At BA's request, I have come to shed some light on the topic....

Blown353 has the right idea. I will explain:

Think about this in terms of energy. Power is energy dissipated per unit time (how fast you can do work). Therefor, your horsepower applied integrated over time is your total energy applied to the system. In simple terms, power x time is approximately energy.

You have a finite amount of energy.

Total energy in (TE) - Total energy from losses (TL) = Energy available.

Energy available = rotational energy (RE) + kinetic energy (KE).....
or what's left over for motion after subtracting for losses, wind resistance, etc.
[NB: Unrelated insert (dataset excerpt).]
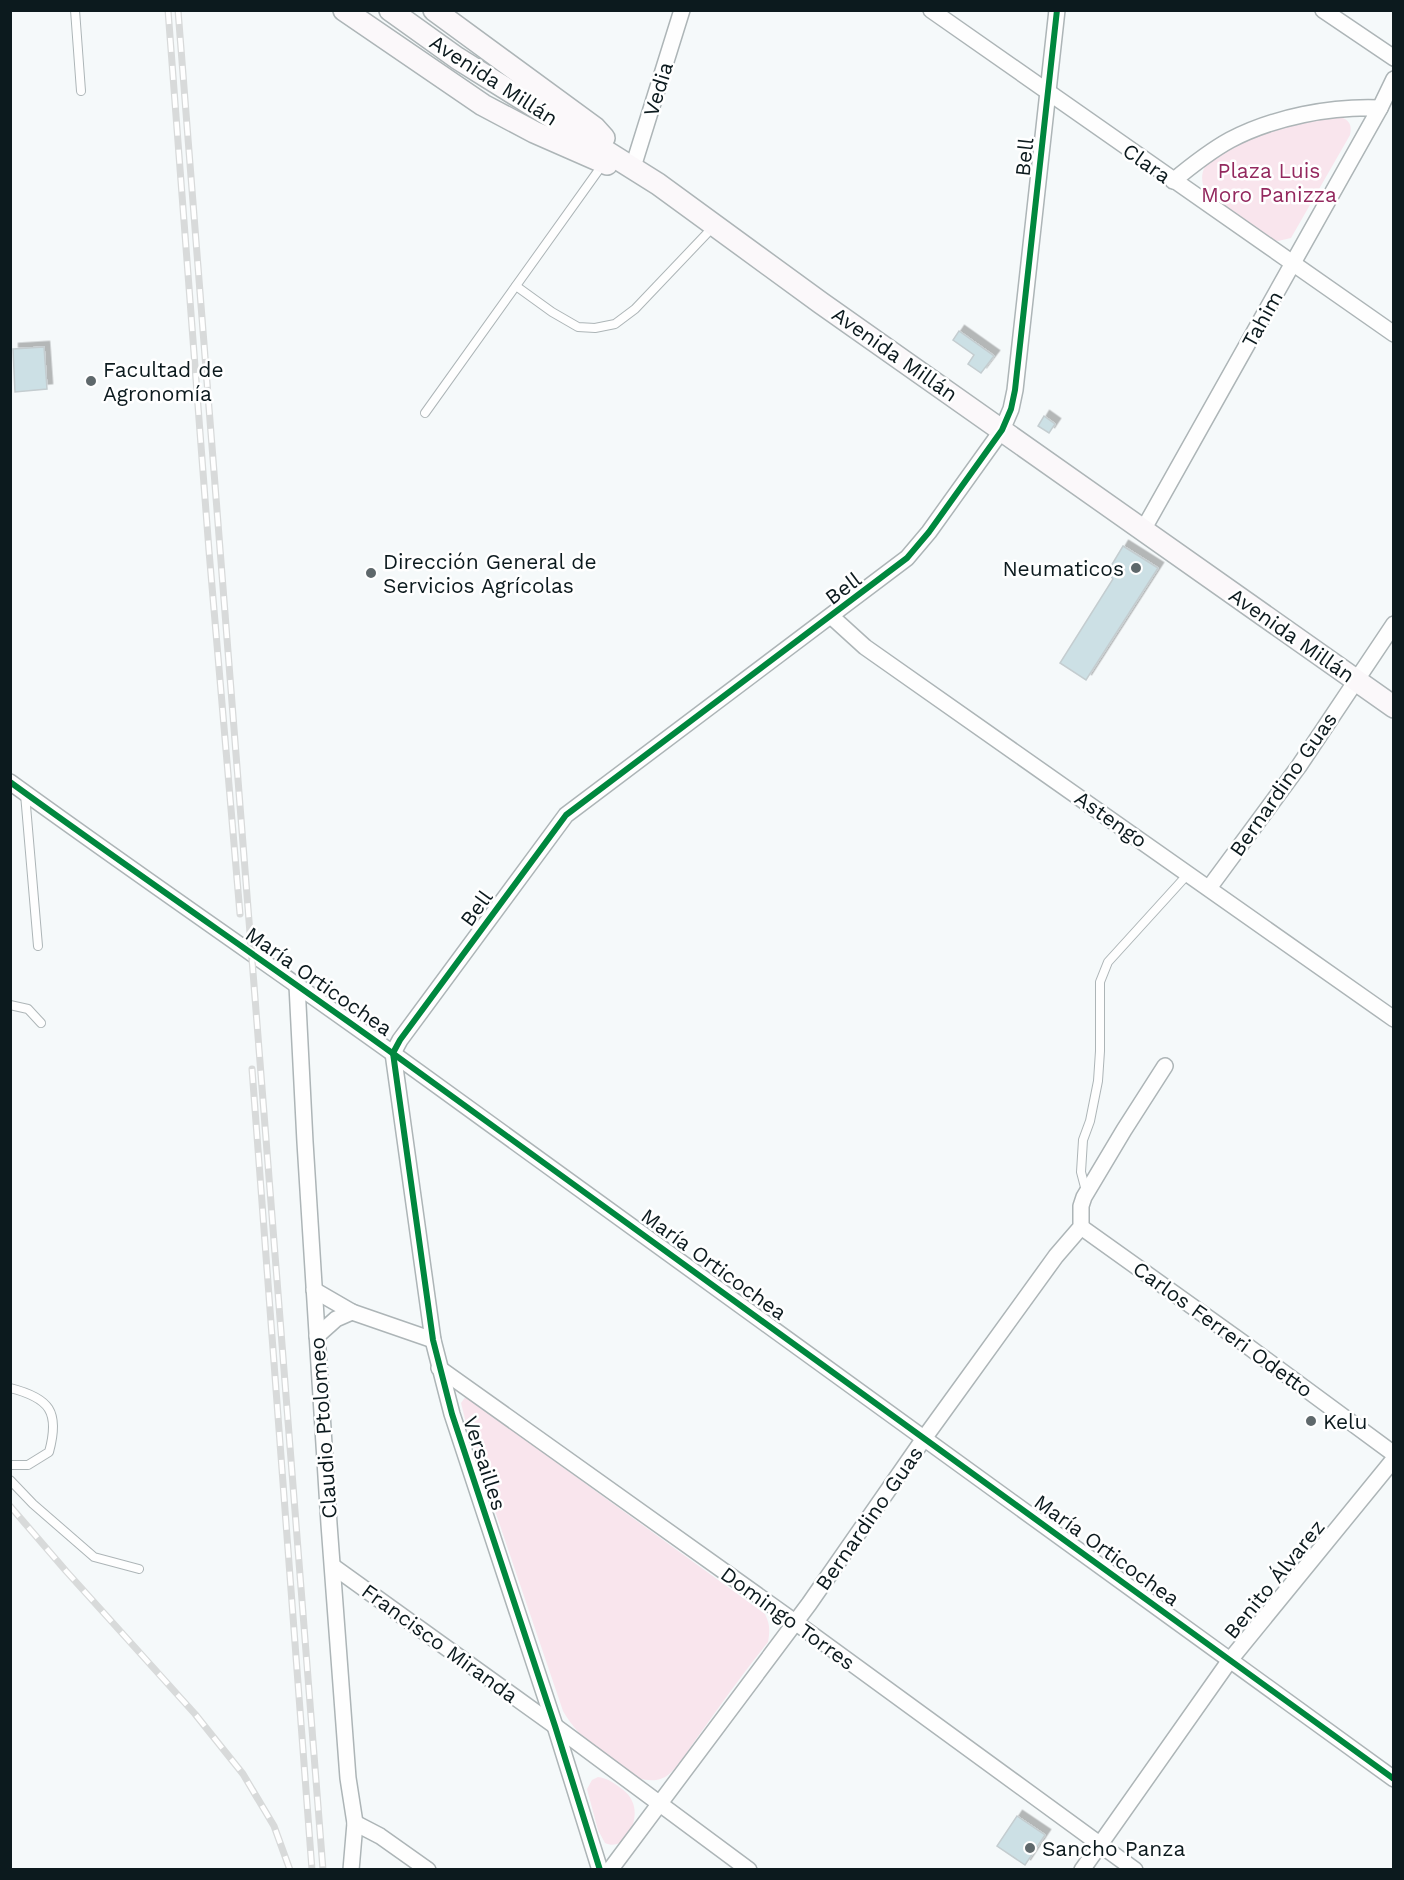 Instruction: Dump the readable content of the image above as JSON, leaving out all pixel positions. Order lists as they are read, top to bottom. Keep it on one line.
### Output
{"streets":{"main road":["Avenida Millán"],"street":["Vedia","Bell","Clara","Tahim","Bernardino Guas","Astengo","María Orticochea","Carlos Ferreri Odetto","Claudio Ptolomeo","Versailles","Benito Álvarez","Domingo Torres","Francisco Miranda"]},"crossings":[["Avenida Millán","Vedia"],["Avenida Millán","Bell"],["Avenida Millán","Tahim"],["Avenida Millán","Bernardino Guas"],["Bell","Clara"],["Bell","Astengo"],["Bell","María Orticochea"],["Bell","Versailles"],["Clara","Tahim"],["Bernardino Guas","Astengo"],["Bernardino Guas","María Orticochea"],["Bernardino Guas","Carlos Ferreri Odetto"],["Bernardino Guas","Domingo Torres"],["Bernardino Guas","Francisco Miranda"],["María Orticochea","Claudio Ptolomeo"],["María Orticochea","Versailles"],["María Orticochea","Benito Álvarez"],["Claudio Ptolomeo","Francisco Miranda"],["Versailles","Domingo Torres"],["Versailles","Francisco Miranda"],["Benito Álvarez","Domingo Torres"]],"parks":["Plaza Luis Moro Panizza"],"places":["Facultad de Agronomía","Neumaticos","Dirección General de Servicios Agrícolas","Kelu","Sancho Panza"]}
To go fast, you want kinetic energy (KE) big.

TE - TL = KE + RE

But if you have rotational energy eating up energy, you have..

TE - TL - RE = KE

KE = 0.5*m*v*v

RE = 0.5*I*w*w

where m is the TOTAL mass, v is the velocity of the car, I is the moment of inertia for the rotating objects and w is the angular velocity (how fast it rotates...not independent of v. In fact, w = v/r where r is the radius of the wheel).
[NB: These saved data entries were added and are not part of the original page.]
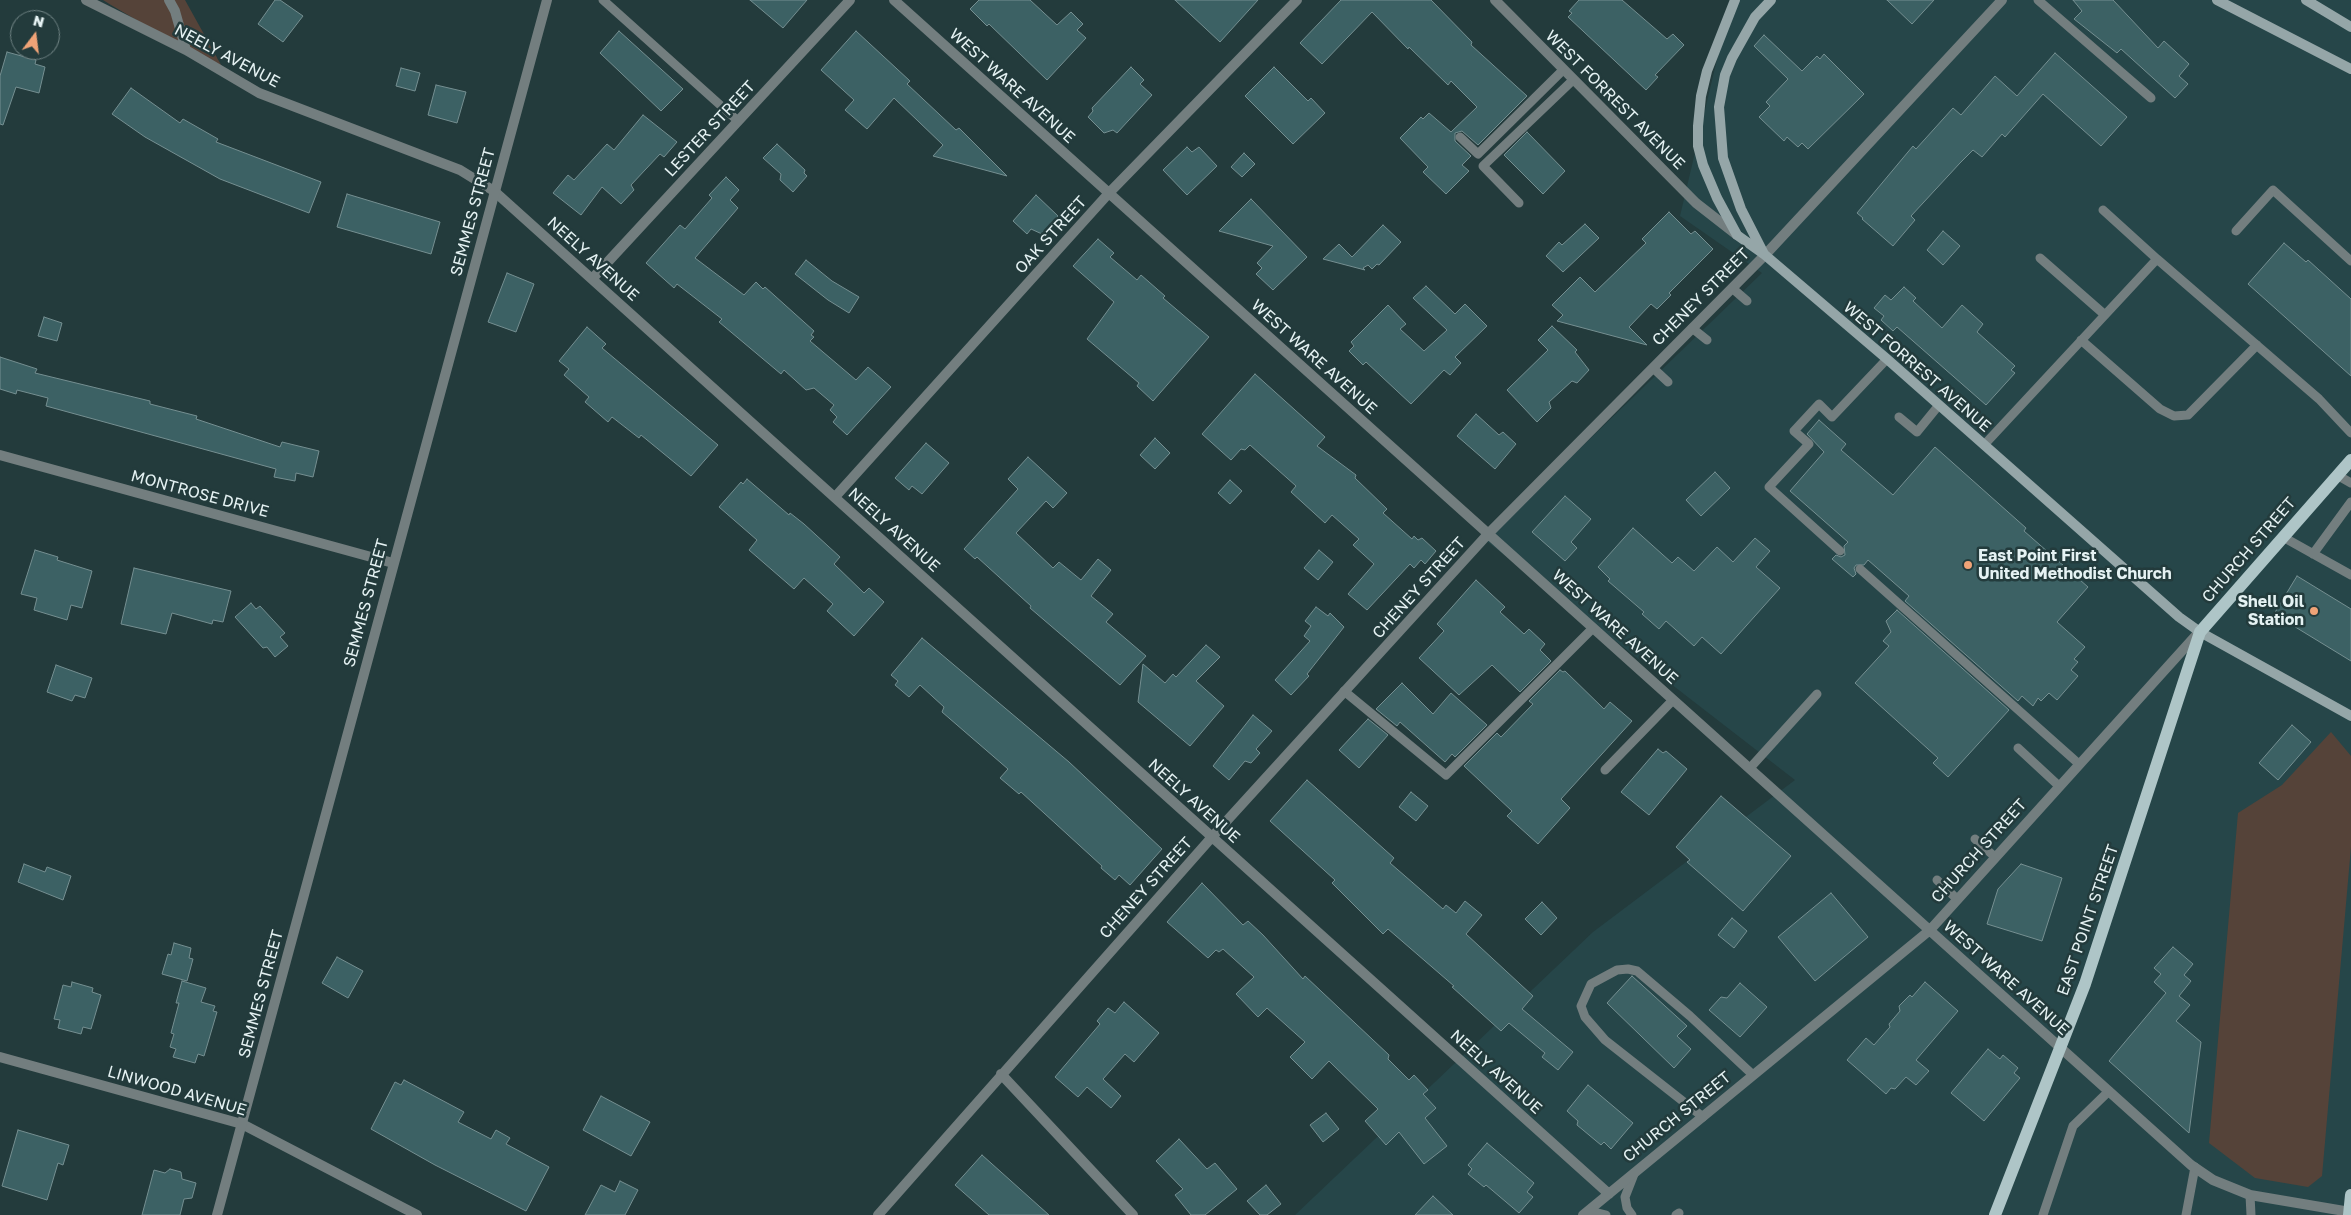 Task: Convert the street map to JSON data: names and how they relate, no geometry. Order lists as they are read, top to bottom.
{
  "streets": {
    "main road": ["WEST FORREST AVENUE", "CHURCH STREET", "EAST POINT STREET"],
    "street": [
      "NEELY AVENUE",
      "WEST WARE AVENUE",
      "LESTER STREET",
      "SEMMES STREET",
      "OAK STREET",
      "CHENEY STREET",
      "MONTROSE DRIVE",
      "LINWOOD AVENUE"
    ]
  },
  "crossings": [
    ["NEELY AVENUE", "LESTER STREET"],
    ["NEELY AVENUE", "SEMMES STREET"],
    ["NEELY AVENUE", "OAK STREET"],
    ["NEELY AVENUE", "CHENEY STREET"],
    ["NEELY AVENUE", "CHURCH STREET"],
    ["WEST WARE AVENUE", "OAK STREET"],
    ["WEST WARE AVENUE", "CHENEY STREET"],
    ["WEST WARE AVENUE", "CHURCH STREET"],
    ["WEST WARE AVENUE", "EAST POINT STREET"],
    ["WEST FORREST AVENUE", "CHENEY STREET"],
    ["WEST FORREST AVENUE", "CHURCH STREET"],
    ["WEST FORREST AVENUE", "EAST POINT STREET"],
    ["SEMMES STREET", "MONTROSE DRIVE"],
    ["SEMMES STREET", "LINWOOD AVENUE"],
    ["CHURCH STREET", "EAST POINT STREET"]
  ],
  "places": ["East Point First United Methodist Church", "Shell Oil Station"],
  "north": "top"
}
I is dependent on several factors, but the idea is that the farther the mass is located from the center of rotation, the bigger I gets. Hence worse for acceleration.

Anyway, you can solve for v in terms of m and energy and it looks like:

sqrt[(2/m)*[TE-TL-RE]] = v

Or if you like, you can replace I = me*r*r where me is the effective mass of the rotating objects (in this case wheels).

sqrt[2(TE-TL)/(me+m)] = v

Basically, what this says, is more weight in general = slower velocity, and the higher RE is (or larger rotating effective mass), the slower your velocity is.

You get a double whammy from any rotating mass period. Whether it's front or rear wheel, doesn't matter. If it's rotating, you lose.

PS. If you REALLY want me to, I can quantify how big of an effect this would be for wheels and tires, but it'll have to be next week when I get back from TDY.

Cheers.

Um, that's a good first post. Nice and welcome to the site.